I write in the aftermath of the horrific act of violence in Quebec that took the lives of six worshippers in the Quebec City Mosque. The shock waves continue to reverberate across the country and we will stand with and pray for the victims of the shooting and for victims of hatred and violence everywhere.
As Canadians, we are affronted by the violence inflicted upon innocent victims in a place of worship. We are also deeply offended by this attack on the deep values which have shaped and defined this country.
As Christians, we uphold the right of all people to worship in safety and security and to practice their chosen faith. We continue to seek those places where people of faith meet as children of the one Creator.
Words matter and as we hear public expressions of outrage, and share in personal conversations of distress each of us is called to affirm our opposition to words which divide, words which promote intolerance, and words which give a foundation to acts of violence.
Words also require action.
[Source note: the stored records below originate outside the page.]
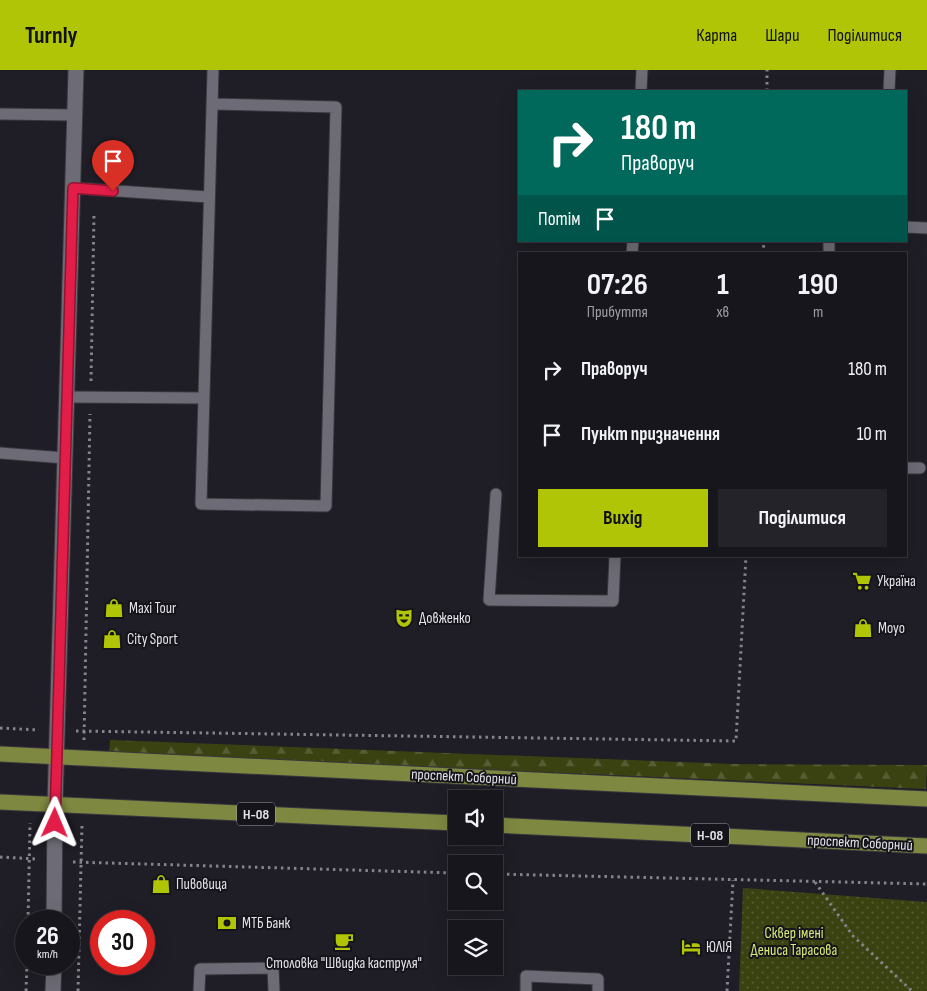 <!DOCTYPE html>
<html lang="uk">
<head>
<meta charset="utf-8">
<style>
  body { margin:0; font-family:"Sofia Sans Condensed",sans-serif; background:#242329; color:#f1f3f6; height:100vh; display:flex; flex-direction:column; font-size:19px; white-space:nowrap }
  * { box-sizing:border-box; margin:0 }
  p { font-size:16px; color:#9e9fa3 }
  .icon { flex:none; width:28px; height:28px; fill:none; stroke:currentColor; stroke-width:2; stroke-linecap:round; stroke-linejoin:round }
  .map { position:relative; flex:1; overflow:hidden }
  .drawer { position:absolute; left:518px; top:182px; width:389px; height:305px; display:flex; flex-direction:column; background:#17161c; border-radius:0px; box-shadow:0 5px 20px #0002,0 0 0 1px #36353b }
  .drawer>* { flex:none }
  .guide { position:absolute; left:518px; top:20px; width:389px; height:152px; border-radius:0px; box-shadow:0 5px 20px #0002,0 0 0 1px #36353b; background:#00695c; color:#fff; overflow:hidden }
  .fabs { position:absolute; left:448px; top:720px; display:grid; gap:10px }
  .fabs a { display:grid; place-items:center; width:55px; height:55px; border-radius:0px; background:#17161c; box-shadow:0 5px 20px #0002,0 0 0 1px #36353b; font-size:25px }
  .speed { position:absolute; left:15px; top:840px; display:flex; gap:10px; font-size:25px; font-weight:700; text-align:center }
  .speed>* { display:grid; place-content:center; width:65px; height:65px; border-radius:50%; background:#17161c; box-shadow:0 5px 20px #0002,0 0 0 1px #36353b; line-height:1 }
  .speed small { font-size:12px; font-weight:400 }
  .speed .limit { border:8px solid #d22; background:#fff; color:#111 }
  .pin { position:absolute; display:grid; place-items:center; width:42px; height:42px; color:#fff; margin:-51px -21px; border-radius:50% 50% 50% 0; rotate:-45deg; box-shadow:0 0 5px #0007 }
  .pin .icon { rotate:45deg }
  .me { position:absolute; width:55px; margin:-28px; rotate:1deg; stroke-linejoin:round; filter:drop-shadow(0 0 4px #0008) }
  .turn { display:flex; align-items:center; gap:18px; height:105px; padding:0 20px; font-size:22px }
  .turn .icon { width:65px; height:65px; stroke-width:2.5 }
  .turn b { display:block; font-size:35px; line-height:42px }
  .then { display:flex; align-items:center; height:48px; padding:0 20px; background:#0003; gap:10px; font-size:19px }
  .eta { display:flex; justify-content:space-evenly; align-items:center; height:85px; text-align:center }
  .eta b { font-size:30px; font-weight:700; line-height:35px }
  .action { display:flex; gap:10px; margin-top:auto; padding:10px 20px }
  .action a { flex:1; height:58px; border-radius:0px; background:#afc506; color:#111; font-size:20px; font-weight:700; line-height:58px; text-align:center }
  .action a+a { background:#242329; color:#f1f3f6 }
  ul { padding:0; list-style:none }
  li { display:flex; align-items:center; gap:15px; height:65px; padding:0 20px }
  li div { flex:1 }
  li b { display:block; font-size:19px }
  li em { font-style:normal }
  header { display:flex; align-items:center; gap:30px; box-sizing:border-box; height:70px; padding:0 25px; background:#afc506; color:#111 }
  header strong { font-size:24px }
  nav { display:flex; gap:28px; margin-inline-start:auto; font-size:18px }
  .map>svg:first-child { display:block }
  .forest { fill:url(#forest-firs) }
  .park { fill:url(#park-dots) }
  .lines { fill:none; stroke-linecap:round; stroke-linejoin:round }
  .service-casing { stroke:#39373e; stroke-width:13 }
  .minor-casing { stroke:#39373e; stroke-width:17 }
  .primary-casing { stroke:#39373e; stroke-width:17 }
  .path { stroke:#86848b; stroke-width:3; stroke-dasharray:2.5 4; stroke-linecap:butt }
  .service { stroke:#6d6b75; stroke-width:11 }
  .minor { stroke:#6d6b75; stroke-width:15 }
  .primary { stroke:#7f8840; stroke-width:15 }
  .route-casing { stroke:#92132f; stroke-width:12 }
  .route { stroke:#e11d48; stroke-width:9 }
  .labels { text-anchor:middle; dominant-baseline:central; stroke-width:4; stroke-linejoin:round; paint-order:stroke }
  .shield { fill:#16141b; stroke:#a6a5ab; stroke-width:1 }
  .shield-label { font-size:14px; font-weight:bold; fill:#e4e3e9 }
  .poi-label { font-size:15px; fill:#e4e3e9; stroke:#16141b; text-anchor:start }
  .street-label { font-size:15px; fill:#e4e3e9; stroke:#16141b }
  .park-label { font-size:15px; fill:#d7eb77; stroke:#16141b }
</style>
</head>
<body>
<header>
<strong>Turnly</strong>
<nav><a>Карта</a><a>Шари</a><a>Поділитися</a></nav>
</header>
<div class="map">
<svg width="927" height="921" viewBox="0 0 927 921">
  <defs>
    <pattern id="forest-firs" width="22" height="20" patternUnits="userSpaceOnUse" patternTransform="scale(1.25)"><rect width="22" height="20" fill="#3a4212"/><path d="M5 1l3.5 6h-7zM16 11l3.5 6h-7z" fill="#565d34"/></pattern>
    <pattern id="park-dots" width="8" height="8" patternUnits="userSpaceOnUse" patternTransform="scale(1.25)"><rect width="8" height="8" fill="#3a4212"/><path d="M2 2h.1M6 6h.1" fill="none" stroke="#565d34" stroke-width="1.8" stroke-linecap="round"/></pattern>
  </defs>
  <rect width="100%" height="100%" fill="#1f1d25"/>
  <!-- forest -->
  <path class="forest" d="M110 670 734 694 927 695 926 719 109 683Z"/>
  <!-- park -->
  <path class="park" d="M743 818 927 832V921H739Z"/>
  <g class="lines">
    <!-- service casing -->
    <g class="service-casing">
      <g id="service">
        <path d="M641 21 642 0"/>
        <path d="M889 21 890 0"/>
        <path d="M213 34 336 37 326 436 201 434 213 0"/>
        <path d="M0 44 75 45"/>
        <path d="M73 118 208 127"/>
        <path d="M905 157 927 158"/>
        <path d="M632 184 633 171"/>
        <path d="M829 184V171"/>
        <path d="M67 327 203 328"/>
        <path d="M0 383 65 388"/>
        <path d="M905 398H920"/>
        <path d="M496 424 489 530 613 531 615 486"/>
        <path d="M199 921 200 899 273 898 274 921"/>
        <path d="M526 921V906L598 909V921"/>
      </g>
    </g>
    <!-- minor casing -->
    <g class="minor-casing">
      <g id="minor">
        <path d="M54 851 55 734 76 0"/>
        <path d="M53 921 54 894"/>
      </g>
    </g>
    <!-- primary casing -->
    <g class="primary-casing">
      <g id="primary">
        <path d="M0 684 927 729"/>
        <path d="M0 732 456 753"/>
        <path d="M494 755 927 776"/>
      </g>
    </g>
    <!-- path -->
    <g class="path">
      <path d="M767 21V0"/>
      <path d="M763 184 764 171"/>
      <path d="M91 311 94 144"/>
      <path d="M0 658 39 660"/>
      <path d="M76 661 736 671 746 486"/>
      <path d="M84 670 90 344"/>
      <path d="M0 787 37 789"/>
      <path d="M73 792 456 803"/>
      <path d="M494 804 927 814"/>
      <path d="M815 812 853 866 912 921"/>
      <path d="M28 851 30 753"/>
      <path d="M26 921 27 894"/>
      <path d="M78 921 82 754"/>
      <path d="M727 921 733 810"/>
    </g>
    <!-- service -->
    <use href="#service" class="service"/>
    <!-- minor -->
    <use href="#minor" class="minor"/>
    <!-- primary -->
    <use href="#primary" class="primary"/>
  </g>
  <g class="lines">
    <!-- route casing -->
    <g class="route-casing">
      <path id="route" d="M55 753 73 118 113 121"/>
    </g>
    <!-- route -->
    <use href="#route" class="route"/>
  </g>
  <!-- icons -->
  <defs>
    <g id="supermarket-bare" transform="scale(1.5)"><path d="M-6-5.5h2.5l.6 2H6L4.5 2H-2.5L-4.4-4H-6ZM-1.5 3.2a1.3 1.3 0 1 0 .1 0ZM3 3.2a1.3 1.3 0 1 0 .1 0Z" fill="#afc506" stroke="#16141b" stroke-width="2.5" paint-order="stroke"/></g>
    <g id="shop-bare" transform="scale(1.5)"><path d="M-5-2.5h2.3a2.7 3.5 0 0 1 5.4 0H5L5.5 6h-11ZM-1.5-2.5h3a1.5 2.3 0 0 0-3 0Z" fill="#afc506" stroke="#16141b" stroke-width="2.5" paint-order="stroke"/></g>
    <g id="theatre-bare" transform="scale(1.5)"><path d="M-5-5.5Q0-4 5-5.5V0Q5 5 0 6Q-5 5-5 0ZM-3.3-2.5H-1v1.5H-3.3ZM1-2.5H3.3v1.5H1ZM-2.8 1Q0 5.5 2.8 1Z" fill="#afc506" stroke="#16141b" stroke-width="2.5" paint-order="stroke"/></g>
    <g id="bank-bare" transform="scale(1.5)"><path d="M-6-4H6V4H-6ZM0-2.3a2.3 2.3 0 1 0 0 4.6a2.3 2.3 0 1 0 0-4.6Z" fill="#afc506" stroke="#16141b" stroke-width="2.5" paint-order="stroke"/></g>
    <g id="cafe-bare" transform="scale(1.5)"><path d="M-5.5-4.5H6V0H3Q3 3.5 0 3.5H-2.5Q-5.5 3.5-5.5 0ZM3-3.2v2h1.7v-2ZM-6 4.5H4V6H-6Z" fill="#afc506" stroke="#16141b" stroke-width="2.5" paint-order="stroke"/></g>
    <g id="hotel-bare" transform="scale(1.5)"><path d="M-6-4.5h1.5V1H6V5H4.5V3h-9V5H-6ZM-4 0a1.8 1.8 0 1 1 3.6 0ZM.5 0V-2.5h3Q6-2.5 6 0Z" fill="#afc506" stroke="#16141b" stroke-width="2.5" paint-order="stroke"/></g>
  </defs>
  <g fill-rule="evenodd">
    <use href="#supermarket-bare" x="862" y="511"/>
    <use href="#shop-bare" x="114" y="538"/>
    <use href="#theatre-bare" x="404" y="548"/>
    <use href="#shop-bare" x="863" y="558"/>
    <use href="#shop-bare" x="112" y="569"/>
    <use href="#shop-bare" x="161" y="814"/>
    <use href="#bank-bare" x="227" y="853"/>
    <use href="#cafe-bare" x="344" y="871"/>
    <use href="#hotel-bare" x="691" y="877"/>
  </g>
  <g class="labels">
    <!-- shield labels -->
    <g class="shield">
      <rect x="237" y="732.5" width="38" height="23" rx="4"/>
      <rect x="691" y="753.5" width="38" height="23" rx="4"/>
    </g>
    <g class="shield-label">
      <text x="256" y="744">Н-08</text>
      <text x="710" y="765">Н-08</text>
    </g>
    <!-- poi labels -->
    <g class="poi-label">
      <text x="877" y="511">Україна</text>
      <text x="129" y="538">Maxi Tour</text>
      <text x="419" y="548">Довженко</text>
      <text x="878" y="558">Moyo</text>
      <text x="127" y="569">City Sport</text>
      <text x="176" y="814">Пивовица</text>
      <text x="242" y="853">МТБ Банк</text>
      <text x="706" y="877">ЮЛІЯ</text>
      <text x="344" y="893" text-anchor="middle">Столовка "Швидка каструля"</text>
    </g>
    <!-- street labels -->
    <g class="street-label">
      <text transform="translate(464 707) rotate(3)">проспект Соборний</text>
      <text transform="translate(860 773) rotate(3)">проспект Соборний</text>
    </g>
    <!-- park labels -->
    <g class="park-label">
      <text x="794" y="863">Сквер імені<tspan x="794" dy="17">Дениса Тарасова</tspan></text>
    </g>
  </g>
</svg>
<div class="fabs">
<a><svg class="icon" aria-label="sound" viewBox="0 0 24 24"><path d="M4 9h4l5-4v14l-5-4H4zM17 9q2 3 0 6"/></svg></a>
<a><svg class="icon" aria-label="search" viewBox="0 0 24 24"><circle cx="10" cy="10" r="6"/><path d="M15 15l6 6"/></svg></a>
<a><svg class="icon" aria-label="layers" viewBox="0 0 24 24"><path d="M12 4l9 5-9 5-9-5zM3 14l9 5 9-5"/></svg></a>
</div>
<div class="speed"><div>26<small>km/h</small></div><div class="limit">30</div></div>
<div class="pin" style="left:113px;top:121px;background:#d93025"><svg class="icon" aria-label="arrive" viewBox="0 0 24 24"><path d="M6 21V4h12l-3 4 3 4H6"/></svg></div>
<svg class="me" style="left:55px;top:753px" viewBox="-20 -20 40 40"><path d="M0-17L14 15 0 8-14 15z" fill="#e11d48" stroke="#fff" stroke-width="4"/></svg>
<div class="guide">
<div class="turn"><svg class="icon" aria-label="right" viewBox="0 0 24 24"><path d="M7 20v-9h11M14 6l5 5-5 5"/></svg><div><b>180 m</b>Праворуч</div></div>
<div class="then">Потім<svg class="icon" aria-label="arrive" viewBox="0 0 24 24"><path d="M6 21V4h12l-3 4 3 4H6"/></svg></div>
</div>
<section class="drawer">
<div class="eta">
<div><b>07:26</b><p>Прибуття</p></div>
<div><b>1</b><p>хв</p></div>
<div><b>190</b><p>m</p></div>
</div>
<ul>
<li><svg class="icon" aria-label="right" viewBox="0 0 24 24"><path d="M7 20v-9h11M14 6l5 5-5 5"/></svg><div><b>Праворуч</b></div><em>180 m</em></li>
<li><svg class="icon" aria-label="arrive" viewBox="0 0 24 24"><path d="M6 21V4h12l-3 4 3 4H6"/></svg><div><b>Пункт призначення</b></div><em>10 m</em></li>
</ul>
<div class="action"><a>Вихід</a><a>Поділитися</a></div>
</section>
</div>
</body>
</html>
When a young man asked Jesus how to inherit eternal life (Luke 10) Jesus called forth familiar words from the Hebrew Scriptures "Love the Lord your God with all your heart, with all your soul, with all your strength and with all your mind and your neighbor as yourself." Then the young man asked a critical question, "Who is my neighbor?" Jesus then told the story of the good Samaritan who reached across religious and cultural barriers to care for the one in need. Our words and our prayers call for a personal commitment to demonstrate the best that faith can reveal.
I ask for prayers for the victims of the Quebec shooting and for peace with justice in all the churches of the Diocese this Sunday, and I ask for your personal commitment to resist all that undermines the values which faith requires.